In the last few years, especially in the second term of the Modi government, there has been a heavy push towards electric vehicles. NITI Aayog has been arguing for the push towards electric vehicles since 2017 but the Modi government started incentivizing electric vehicles only in the second term.
Ride-sharing platform, Ola, has opened a state-of-art electric vehicle manufacturing factory in Tamil Nadu for the manufacturing of two-wheeler electric vehicles, and the company has the aim to expand in the four-wheeler segment too.
However, despite the government’s push for electricity-based mobility, India does not have the infrastructure to bring these vehicles on roads. There are hardly any charging stations in the country. The government has asked every petrol pump to come up with an electricity charging facility but very few have followed the instructions because there is very little demand for that as of now.
Moreover, the push for electricity as a clean fuel is misguided because more than 50 percent of the electric power is generated from coal. Although the country has made a lot of progress in the solar power segment, the majority of the electricity is still being generated through thermal power plants. Therefore, even if the country moves to electric vehicles, the problem of environmental pollution would remain even if the country moves to electric mobility from the fossil fuel-based one.
The primary goal of the government, as of now, should be the push towards new and renewable energy, be it solar power, wind power, nuclear power, or hydropower.
The Modi government has consistently appealed to international investors to invest in the energy and infrastructure sector of the country. The investment poured in the last few years, thanks to the government’s efforts to push consumption, as well as, generation. It liberalized the FDI in renewable energy to 100 per cent through the automatic route. The country aimed to achieve 175 Gw renewable energy capacity by 2022 with 100 Gw from solar installations and 60 Gw from wind installations. But the progress made on the renewable energy front was very little, under the ten-year-long rule of the UPA government.
After the Modi government came to power, the sector picked up once again. The RK Singh-led Ministry of Renewable Energy (MRE) has revised the target of 175 GW renewable energy generation by 2022 to 227 GW.

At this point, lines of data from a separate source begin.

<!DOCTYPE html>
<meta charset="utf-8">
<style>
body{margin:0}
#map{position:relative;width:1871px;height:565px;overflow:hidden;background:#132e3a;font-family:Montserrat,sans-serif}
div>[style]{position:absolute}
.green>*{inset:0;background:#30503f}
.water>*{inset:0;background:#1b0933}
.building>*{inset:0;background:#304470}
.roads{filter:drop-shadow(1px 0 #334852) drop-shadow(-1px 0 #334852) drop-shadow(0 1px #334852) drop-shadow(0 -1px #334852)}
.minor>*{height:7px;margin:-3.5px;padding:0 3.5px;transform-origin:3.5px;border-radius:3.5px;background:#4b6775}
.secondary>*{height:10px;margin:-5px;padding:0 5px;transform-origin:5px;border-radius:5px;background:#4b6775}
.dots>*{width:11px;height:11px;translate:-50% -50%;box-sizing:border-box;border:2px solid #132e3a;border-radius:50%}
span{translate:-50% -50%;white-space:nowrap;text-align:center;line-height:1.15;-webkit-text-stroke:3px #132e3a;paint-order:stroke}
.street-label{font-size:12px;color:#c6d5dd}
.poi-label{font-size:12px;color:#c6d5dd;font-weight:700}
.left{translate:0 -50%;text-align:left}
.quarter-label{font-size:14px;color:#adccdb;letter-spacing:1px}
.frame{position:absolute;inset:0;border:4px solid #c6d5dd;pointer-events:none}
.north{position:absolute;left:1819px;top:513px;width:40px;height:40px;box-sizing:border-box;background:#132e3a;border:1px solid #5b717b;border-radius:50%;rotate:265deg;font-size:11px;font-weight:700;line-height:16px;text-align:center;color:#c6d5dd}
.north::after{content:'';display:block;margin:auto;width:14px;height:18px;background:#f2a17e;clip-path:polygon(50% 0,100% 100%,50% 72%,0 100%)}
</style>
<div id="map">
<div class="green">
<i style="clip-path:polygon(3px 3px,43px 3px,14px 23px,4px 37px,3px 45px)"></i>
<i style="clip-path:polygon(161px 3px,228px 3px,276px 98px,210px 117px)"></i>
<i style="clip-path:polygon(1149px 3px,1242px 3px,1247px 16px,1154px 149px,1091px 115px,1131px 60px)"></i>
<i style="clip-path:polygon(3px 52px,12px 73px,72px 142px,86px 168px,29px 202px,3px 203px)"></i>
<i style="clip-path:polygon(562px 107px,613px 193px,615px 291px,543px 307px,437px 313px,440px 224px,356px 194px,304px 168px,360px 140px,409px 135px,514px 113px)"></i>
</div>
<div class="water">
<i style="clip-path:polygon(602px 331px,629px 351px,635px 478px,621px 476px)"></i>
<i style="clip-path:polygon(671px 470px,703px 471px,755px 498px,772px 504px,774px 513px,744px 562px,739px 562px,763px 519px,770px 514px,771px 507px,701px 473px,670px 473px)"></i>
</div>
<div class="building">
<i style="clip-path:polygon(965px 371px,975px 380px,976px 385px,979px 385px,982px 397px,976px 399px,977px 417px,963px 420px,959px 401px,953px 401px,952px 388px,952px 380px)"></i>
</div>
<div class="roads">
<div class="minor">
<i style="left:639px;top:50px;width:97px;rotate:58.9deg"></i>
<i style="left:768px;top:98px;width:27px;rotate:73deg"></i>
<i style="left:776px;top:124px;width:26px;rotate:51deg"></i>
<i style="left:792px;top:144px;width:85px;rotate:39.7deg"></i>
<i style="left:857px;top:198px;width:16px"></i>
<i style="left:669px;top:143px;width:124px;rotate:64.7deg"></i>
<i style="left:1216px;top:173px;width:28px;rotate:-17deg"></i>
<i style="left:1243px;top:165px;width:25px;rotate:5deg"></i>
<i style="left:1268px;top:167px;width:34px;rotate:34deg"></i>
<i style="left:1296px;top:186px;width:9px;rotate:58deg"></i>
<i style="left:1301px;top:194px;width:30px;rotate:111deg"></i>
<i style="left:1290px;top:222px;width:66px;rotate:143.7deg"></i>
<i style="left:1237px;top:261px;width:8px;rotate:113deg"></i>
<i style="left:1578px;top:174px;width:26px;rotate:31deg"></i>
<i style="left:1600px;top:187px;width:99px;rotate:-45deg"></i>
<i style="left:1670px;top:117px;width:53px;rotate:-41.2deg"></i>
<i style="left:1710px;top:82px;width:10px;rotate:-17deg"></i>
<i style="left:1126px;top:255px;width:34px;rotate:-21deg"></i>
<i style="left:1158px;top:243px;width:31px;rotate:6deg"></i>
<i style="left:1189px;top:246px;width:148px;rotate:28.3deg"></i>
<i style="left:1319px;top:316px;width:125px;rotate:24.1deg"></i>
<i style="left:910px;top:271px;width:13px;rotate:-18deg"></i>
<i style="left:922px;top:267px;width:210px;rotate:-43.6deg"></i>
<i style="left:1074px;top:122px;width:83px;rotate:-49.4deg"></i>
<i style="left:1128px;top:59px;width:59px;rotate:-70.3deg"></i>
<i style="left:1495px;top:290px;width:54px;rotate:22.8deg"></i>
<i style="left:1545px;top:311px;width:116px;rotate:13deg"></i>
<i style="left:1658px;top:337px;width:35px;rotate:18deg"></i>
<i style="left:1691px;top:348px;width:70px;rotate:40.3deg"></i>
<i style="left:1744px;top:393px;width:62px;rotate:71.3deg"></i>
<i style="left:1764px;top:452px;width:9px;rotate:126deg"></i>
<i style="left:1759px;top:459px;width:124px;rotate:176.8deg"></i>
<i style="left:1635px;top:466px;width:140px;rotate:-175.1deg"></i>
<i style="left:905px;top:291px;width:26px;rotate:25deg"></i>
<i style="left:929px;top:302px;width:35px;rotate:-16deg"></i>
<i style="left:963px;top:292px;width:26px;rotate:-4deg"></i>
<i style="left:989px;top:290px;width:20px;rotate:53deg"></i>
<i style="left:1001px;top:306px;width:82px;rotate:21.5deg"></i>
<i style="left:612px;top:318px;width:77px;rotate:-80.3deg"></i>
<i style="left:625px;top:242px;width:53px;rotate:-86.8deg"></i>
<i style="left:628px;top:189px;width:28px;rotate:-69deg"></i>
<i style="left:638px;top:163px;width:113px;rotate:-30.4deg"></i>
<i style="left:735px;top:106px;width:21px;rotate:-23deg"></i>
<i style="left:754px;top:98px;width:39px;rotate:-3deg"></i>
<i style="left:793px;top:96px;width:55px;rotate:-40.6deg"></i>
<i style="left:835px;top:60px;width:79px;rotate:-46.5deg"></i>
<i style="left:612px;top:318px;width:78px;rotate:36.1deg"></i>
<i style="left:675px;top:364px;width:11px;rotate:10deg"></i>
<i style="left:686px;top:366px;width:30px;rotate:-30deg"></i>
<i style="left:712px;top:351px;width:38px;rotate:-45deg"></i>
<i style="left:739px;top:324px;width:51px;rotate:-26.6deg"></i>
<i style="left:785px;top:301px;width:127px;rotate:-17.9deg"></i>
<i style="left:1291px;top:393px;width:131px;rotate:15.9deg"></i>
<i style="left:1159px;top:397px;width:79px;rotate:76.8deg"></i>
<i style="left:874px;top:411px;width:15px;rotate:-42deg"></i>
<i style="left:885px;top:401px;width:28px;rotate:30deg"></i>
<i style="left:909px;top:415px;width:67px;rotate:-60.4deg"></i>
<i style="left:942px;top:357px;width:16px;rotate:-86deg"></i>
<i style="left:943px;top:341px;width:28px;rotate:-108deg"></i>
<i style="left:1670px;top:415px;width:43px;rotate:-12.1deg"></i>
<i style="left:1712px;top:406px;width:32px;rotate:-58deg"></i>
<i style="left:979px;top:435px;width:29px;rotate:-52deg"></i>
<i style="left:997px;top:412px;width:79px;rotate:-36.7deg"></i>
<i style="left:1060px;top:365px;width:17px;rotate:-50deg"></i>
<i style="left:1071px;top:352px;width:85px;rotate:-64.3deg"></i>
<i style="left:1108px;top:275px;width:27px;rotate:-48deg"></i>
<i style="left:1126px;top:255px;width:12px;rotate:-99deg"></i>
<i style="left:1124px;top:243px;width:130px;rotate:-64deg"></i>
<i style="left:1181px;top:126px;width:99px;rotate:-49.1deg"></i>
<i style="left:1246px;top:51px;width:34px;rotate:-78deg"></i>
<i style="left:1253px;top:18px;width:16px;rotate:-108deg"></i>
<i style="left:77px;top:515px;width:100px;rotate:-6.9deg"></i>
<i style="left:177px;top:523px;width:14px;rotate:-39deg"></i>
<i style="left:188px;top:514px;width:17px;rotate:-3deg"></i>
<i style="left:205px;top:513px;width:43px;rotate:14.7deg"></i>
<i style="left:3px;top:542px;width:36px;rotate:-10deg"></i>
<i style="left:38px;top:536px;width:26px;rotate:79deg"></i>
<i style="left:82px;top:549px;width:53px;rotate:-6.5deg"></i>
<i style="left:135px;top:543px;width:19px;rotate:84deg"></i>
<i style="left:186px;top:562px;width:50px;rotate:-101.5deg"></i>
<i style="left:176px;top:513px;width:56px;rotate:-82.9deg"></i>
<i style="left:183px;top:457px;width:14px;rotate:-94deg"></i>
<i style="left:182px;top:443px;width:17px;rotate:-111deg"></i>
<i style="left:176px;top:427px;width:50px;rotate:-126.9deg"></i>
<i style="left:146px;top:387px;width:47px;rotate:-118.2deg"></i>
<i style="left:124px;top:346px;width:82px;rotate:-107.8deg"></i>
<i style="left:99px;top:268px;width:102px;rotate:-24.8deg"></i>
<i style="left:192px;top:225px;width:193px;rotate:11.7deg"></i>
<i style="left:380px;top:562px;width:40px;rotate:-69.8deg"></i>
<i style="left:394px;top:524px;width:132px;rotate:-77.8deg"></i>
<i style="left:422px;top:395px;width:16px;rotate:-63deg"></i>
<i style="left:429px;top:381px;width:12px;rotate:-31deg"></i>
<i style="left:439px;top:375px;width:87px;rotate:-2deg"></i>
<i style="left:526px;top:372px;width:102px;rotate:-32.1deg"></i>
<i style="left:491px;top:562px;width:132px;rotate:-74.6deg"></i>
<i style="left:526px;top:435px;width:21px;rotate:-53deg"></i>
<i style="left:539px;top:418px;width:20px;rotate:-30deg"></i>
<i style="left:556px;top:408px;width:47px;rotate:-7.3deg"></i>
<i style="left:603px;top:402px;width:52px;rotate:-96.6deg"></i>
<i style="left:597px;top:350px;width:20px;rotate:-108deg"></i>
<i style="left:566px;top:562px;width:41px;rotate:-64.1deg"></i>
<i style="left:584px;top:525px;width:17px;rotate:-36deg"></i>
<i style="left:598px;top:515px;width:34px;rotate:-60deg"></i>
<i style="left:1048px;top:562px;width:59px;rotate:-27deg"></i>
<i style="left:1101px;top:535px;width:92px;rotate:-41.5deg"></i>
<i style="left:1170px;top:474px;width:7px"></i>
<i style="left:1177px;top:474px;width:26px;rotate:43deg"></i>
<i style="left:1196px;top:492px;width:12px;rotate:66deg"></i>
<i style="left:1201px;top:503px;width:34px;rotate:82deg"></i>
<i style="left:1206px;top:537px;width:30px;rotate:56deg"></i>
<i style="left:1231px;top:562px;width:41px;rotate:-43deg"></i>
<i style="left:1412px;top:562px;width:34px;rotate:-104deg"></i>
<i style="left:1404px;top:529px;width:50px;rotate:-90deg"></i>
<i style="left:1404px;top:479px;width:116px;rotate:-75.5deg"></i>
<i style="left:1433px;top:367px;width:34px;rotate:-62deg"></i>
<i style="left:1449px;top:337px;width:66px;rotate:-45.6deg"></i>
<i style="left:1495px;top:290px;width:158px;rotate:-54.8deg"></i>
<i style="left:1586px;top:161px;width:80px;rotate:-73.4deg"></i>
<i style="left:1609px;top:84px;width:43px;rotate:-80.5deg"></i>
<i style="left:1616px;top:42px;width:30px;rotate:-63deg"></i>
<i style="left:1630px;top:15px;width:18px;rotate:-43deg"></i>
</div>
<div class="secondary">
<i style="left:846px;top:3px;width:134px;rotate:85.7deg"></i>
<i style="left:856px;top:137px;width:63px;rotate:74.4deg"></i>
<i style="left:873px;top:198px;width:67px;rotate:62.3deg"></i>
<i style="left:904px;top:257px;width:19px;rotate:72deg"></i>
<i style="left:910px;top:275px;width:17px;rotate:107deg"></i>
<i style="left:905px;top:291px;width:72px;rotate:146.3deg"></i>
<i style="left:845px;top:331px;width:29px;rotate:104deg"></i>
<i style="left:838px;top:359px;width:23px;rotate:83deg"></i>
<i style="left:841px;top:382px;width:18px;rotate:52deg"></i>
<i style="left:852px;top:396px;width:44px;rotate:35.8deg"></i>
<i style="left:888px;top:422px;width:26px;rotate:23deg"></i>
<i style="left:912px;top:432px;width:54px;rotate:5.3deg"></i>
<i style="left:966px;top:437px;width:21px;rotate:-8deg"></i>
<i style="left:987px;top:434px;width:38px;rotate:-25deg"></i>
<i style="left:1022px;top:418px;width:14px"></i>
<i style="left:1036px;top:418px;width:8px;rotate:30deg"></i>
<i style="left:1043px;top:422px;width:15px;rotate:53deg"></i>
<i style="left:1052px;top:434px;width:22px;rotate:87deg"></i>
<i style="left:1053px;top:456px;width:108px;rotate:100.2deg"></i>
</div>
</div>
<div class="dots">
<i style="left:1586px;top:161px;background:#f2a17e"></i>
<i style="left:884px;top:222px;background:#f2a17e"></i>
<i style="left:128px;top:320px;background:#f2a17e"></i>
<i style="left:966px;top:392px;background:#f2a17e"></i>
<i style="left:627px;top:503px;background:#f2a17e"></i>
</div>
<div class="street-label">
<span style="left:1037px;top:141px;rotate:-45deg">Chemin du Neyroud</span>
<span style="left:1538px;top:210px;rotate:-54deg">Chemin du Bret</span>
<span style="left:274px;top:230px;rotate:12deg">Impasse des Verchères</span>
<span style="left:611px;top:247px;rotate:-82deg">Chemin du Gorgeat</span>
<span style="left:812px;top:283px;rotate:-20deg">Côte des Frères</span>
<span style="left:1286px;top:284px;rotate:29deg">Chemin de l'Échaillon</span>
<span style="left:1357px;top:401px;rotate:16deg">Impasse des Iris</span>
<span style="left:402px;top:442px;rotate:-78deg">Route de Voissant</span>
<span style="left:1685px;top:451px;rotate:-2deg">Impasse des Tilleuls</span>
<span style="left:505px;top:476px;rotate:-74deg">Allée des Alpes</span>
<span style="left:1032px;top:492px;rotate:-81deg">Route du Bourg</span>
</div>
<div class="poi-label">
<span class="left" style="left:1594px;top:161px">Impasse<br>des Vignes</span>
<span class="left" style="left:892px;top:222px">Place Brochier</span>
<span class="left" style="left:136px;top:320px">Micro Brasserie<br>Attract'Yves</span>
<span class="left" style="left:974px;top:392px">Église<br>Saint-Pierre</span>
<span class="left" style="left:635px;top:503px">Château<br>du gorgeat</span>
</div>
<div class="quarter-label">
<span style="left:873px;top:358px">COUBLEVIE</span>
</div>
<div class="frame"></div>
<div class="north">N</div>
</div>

And, the recent investment of Total SE in Adani Group and the soaring stocks of new and renewable energy companies like Adani Green is proof of the sector’s huge potential for growth in the coming years.
The Modi government wants to make the country Aatmanirbhar in the energy sector by fuelling production and consumption of clean energy. Every year, India foots the bill of more than 100 billion dollars on fossil fuel imports, which accounts for almost one-fourth of India’s total imports. If the bill of the import of fossil fuel could be reduced to zero using the Modi government’s proposal, India would easily become a net exporter, like China.
Moreover, the prices of petroleum and natural gas are highly volatile and depend on the geopolitical conditions in the Middle East. A slight rise in oil prices becomes a big concern for the Modi government because it not only increases the import bill but also contributes to inflation. With Total SE’s recent investment in Adani, if India becomes Aatmanirbhar in the energy sector, it would be a huge relief for the Indian government economically and politically.
So, instead of creating a government incentivized demand for electric vehicles, the Modi government must minimize the share of coal in electricity generation and create and new and renewable energy-based infrastructure, and this will automatically lead to green mobility.